Mentor Moment – How To Better Connect with Investors
As you probably already know, in a typical year an early stage VC investor will read through over a thousand pitch decks, have hundreds of meetings with founders and make anywhere from 2 to 20 investments depending on whether it’s an Angel, Seed or Series A investment.
But regardless of the investment stage, investors see a lot of deals everyday, every week and every month. Because there is only so much time in a day, they need to have a filtration process so that their time is only spent analyzing and meeting with high quality startups. Referrals from trusted contacts within an investor’s network is one of their most valuable resources. These can be in the form of current portfolio company founders or previous work colleagues among many others types. VC firms within our Founders Floor network regularly take meetings with startup companies we refer as they see our startups as high quality.
As a founder, find out who you know in that investor’s network that could potentially make a warm email introduction for you. That will at least get your pitch deck read and you could possibly move towards a sit-down meeting thereafter.
Other ways to connect with investors is meeting them at events such as conferences, pitch events and other meetup style events. Of the data points that investors use to make an investment decision, having a positive personal connection with a founder is very important. So even a short one minute conversation at an event combined with a well timed follow up email has a higher probability of leading to a sit-down meeting given your company is of interest to them.
Cold unsolicited emails to investors or pitch deck submissions to a VC firm’s website have the lowest probability of getting read and responded to but that doesn’t stop founders from trying. If you do choose to email investors directly with a cold email, make sure to keep your email short, concise and to the point. Long detailed emails rarely get read but if you respect their time with a short but impactful email, it might get read but just don’t expect a reply.

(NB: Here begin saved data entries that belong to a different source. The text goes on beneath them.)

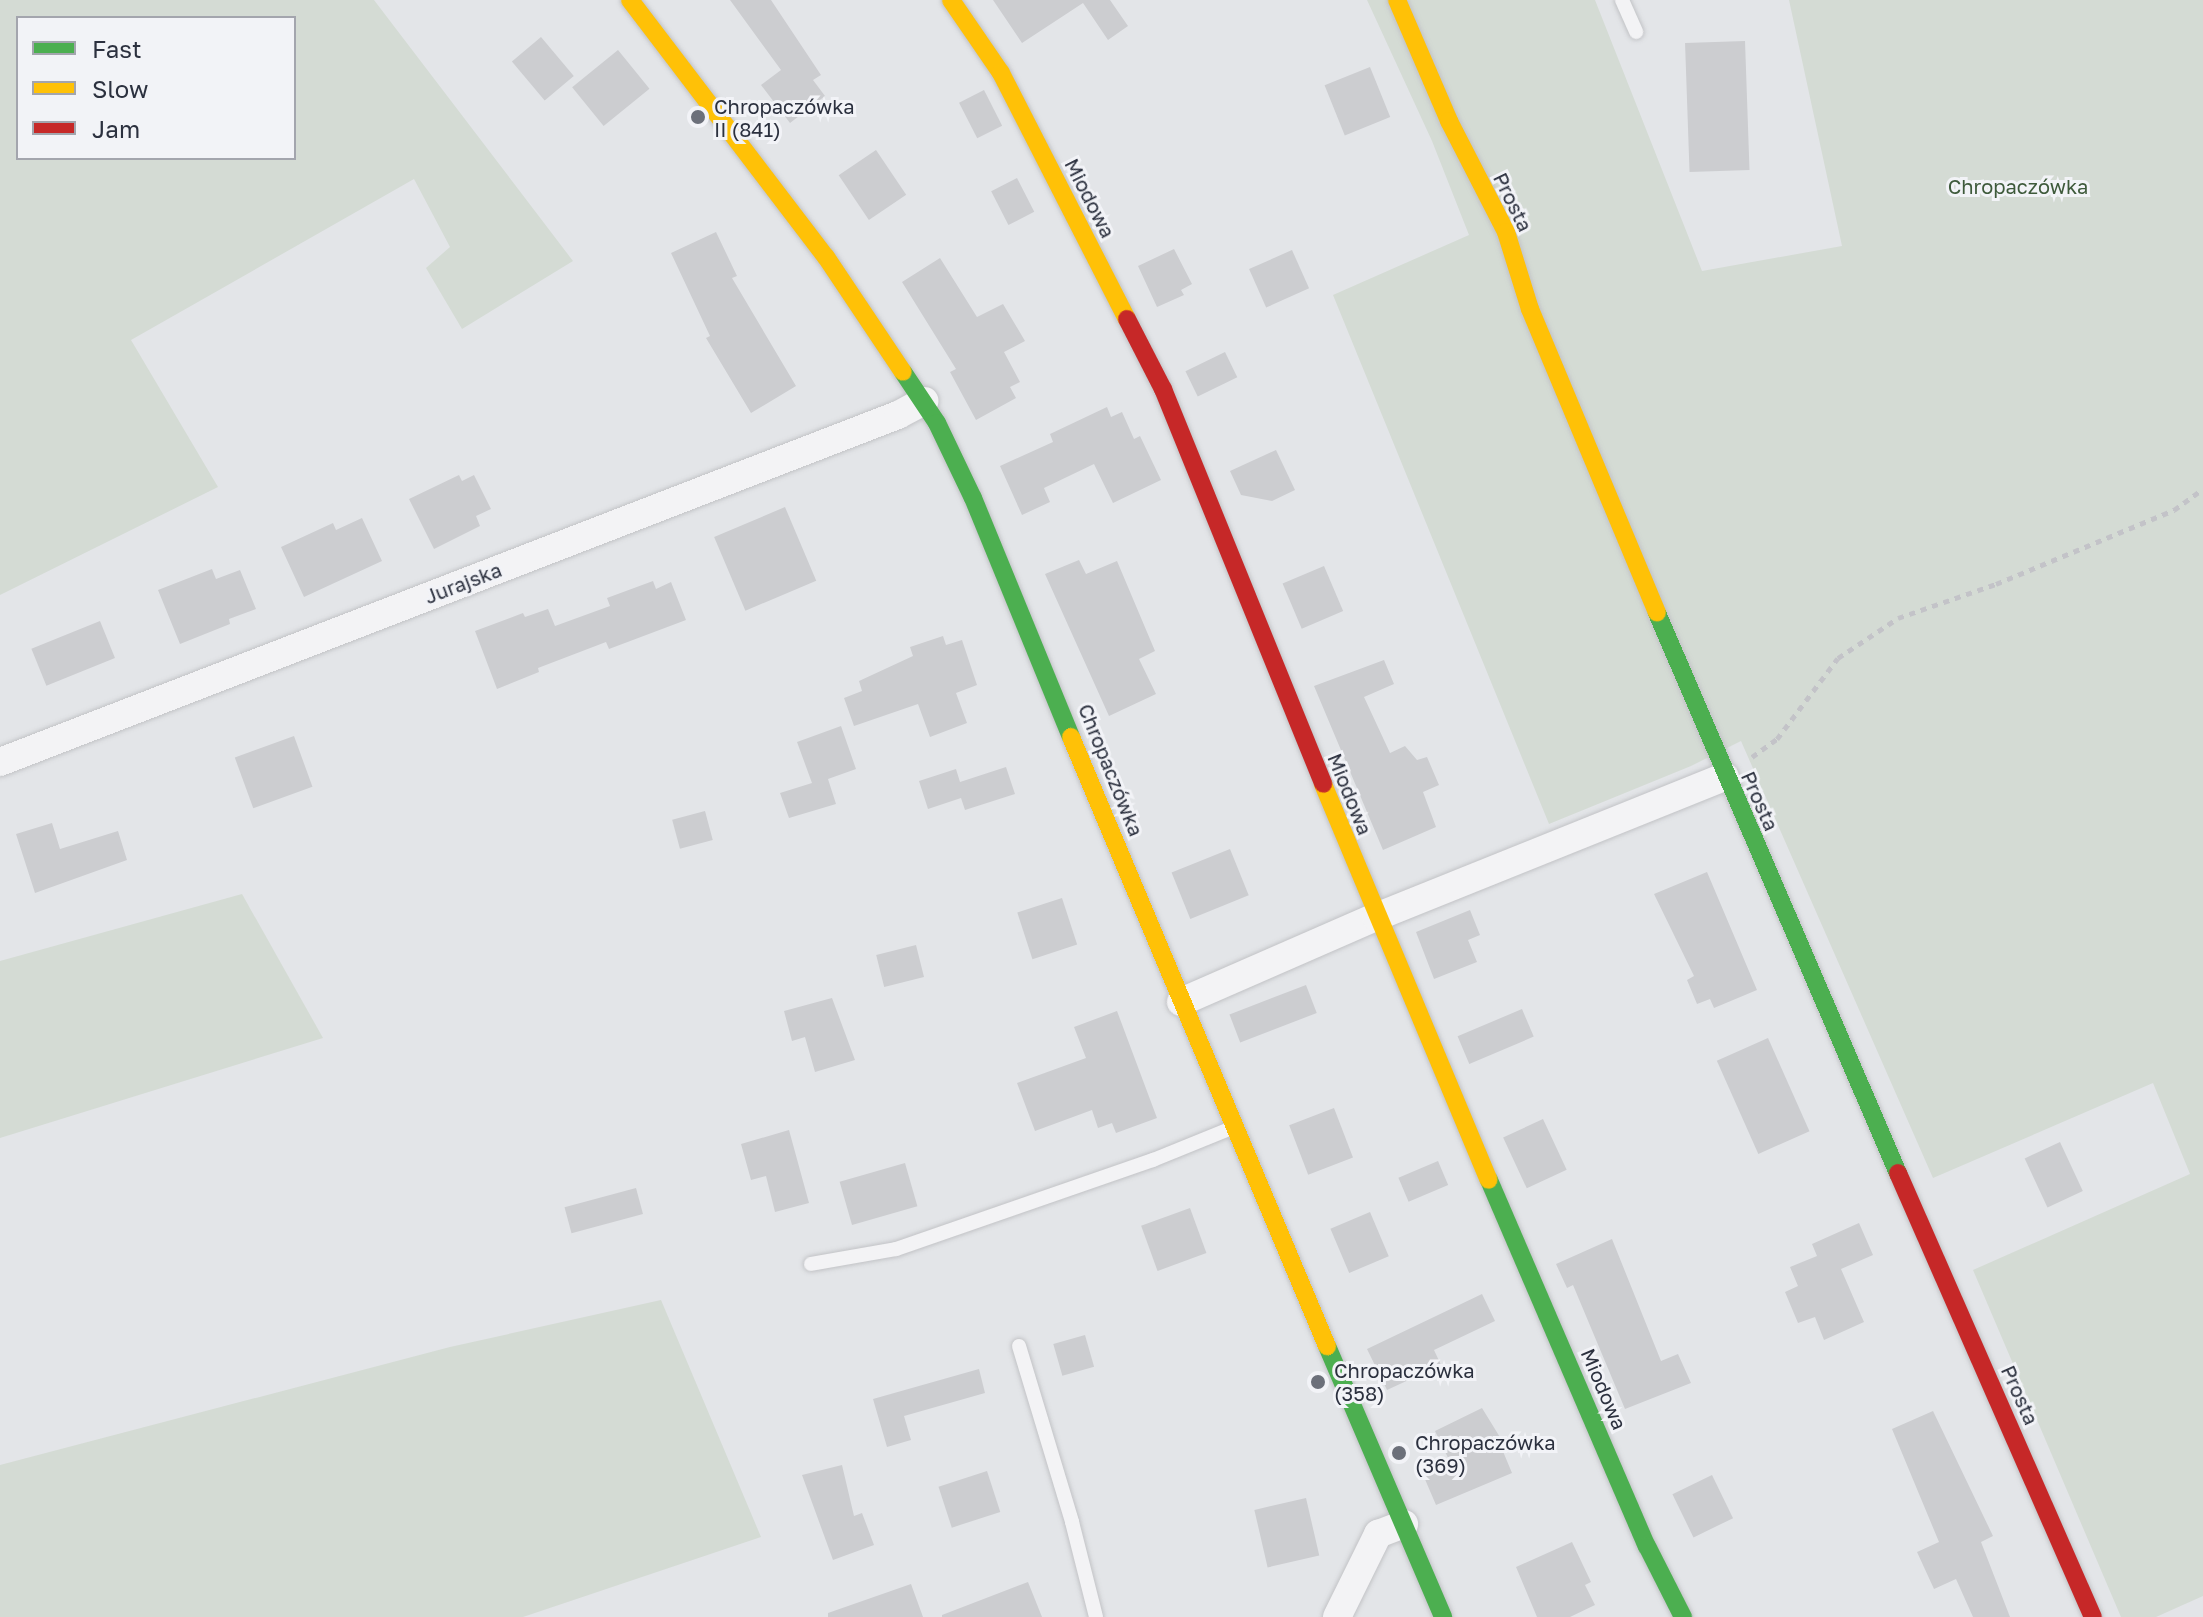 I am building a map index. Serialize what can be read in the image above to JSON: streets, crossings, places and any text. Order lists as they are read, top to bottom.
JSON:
{
  "streets": {
    "street": [
      "Miodowa",
      "Prosta",
      "Jurajska",
      "Chropaczówka"
    ]
  },
  "crossings": [
    ["Jurajska", "Chropaczówka"]
  ],
  "parks": ["Chropaczówka"],
  "places": ["Chropaczówka II (841)", "Chropaczówka (358)", "Chropaczówka (369)"],
  "legend": ["Fast", "Slow", "Jam"]
}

One of the questions that investors must figure out about a founding team is whether they can execute. If you try to connect with them with a cold email, realize that they do not yet know you or whether you can execute in a way that will make your startup successful. So in your emails, always explain what your team is doing now and what milestones you have for the near future. Then, in your follow up emails, reference those previous milestones that you’ve accomplished and state new milestones you will achieve by your next email update. By doing this you’re connecting the dots for the investor and showing your ability to execute while creating a relationship over time.
Always do your homework on the investor and VC firm before communicating with them. Know what stage the VC firm invests in, such as pre-Seed, Seed or Series A, view their portfolio companies for conflict of interests, and learn the areas of interest for the specific investor you’re targeting, in other words don’t pitch a partner for your mobile app company when they only do BtoB SaaS deals. Also, look for other things that you think might help build the relationship. If you do these little things, not only will the VC’s recognize them but it demonstrates to them that you care about finding the right VC partner for your company and it suggests that your company is something they should take a closer look at.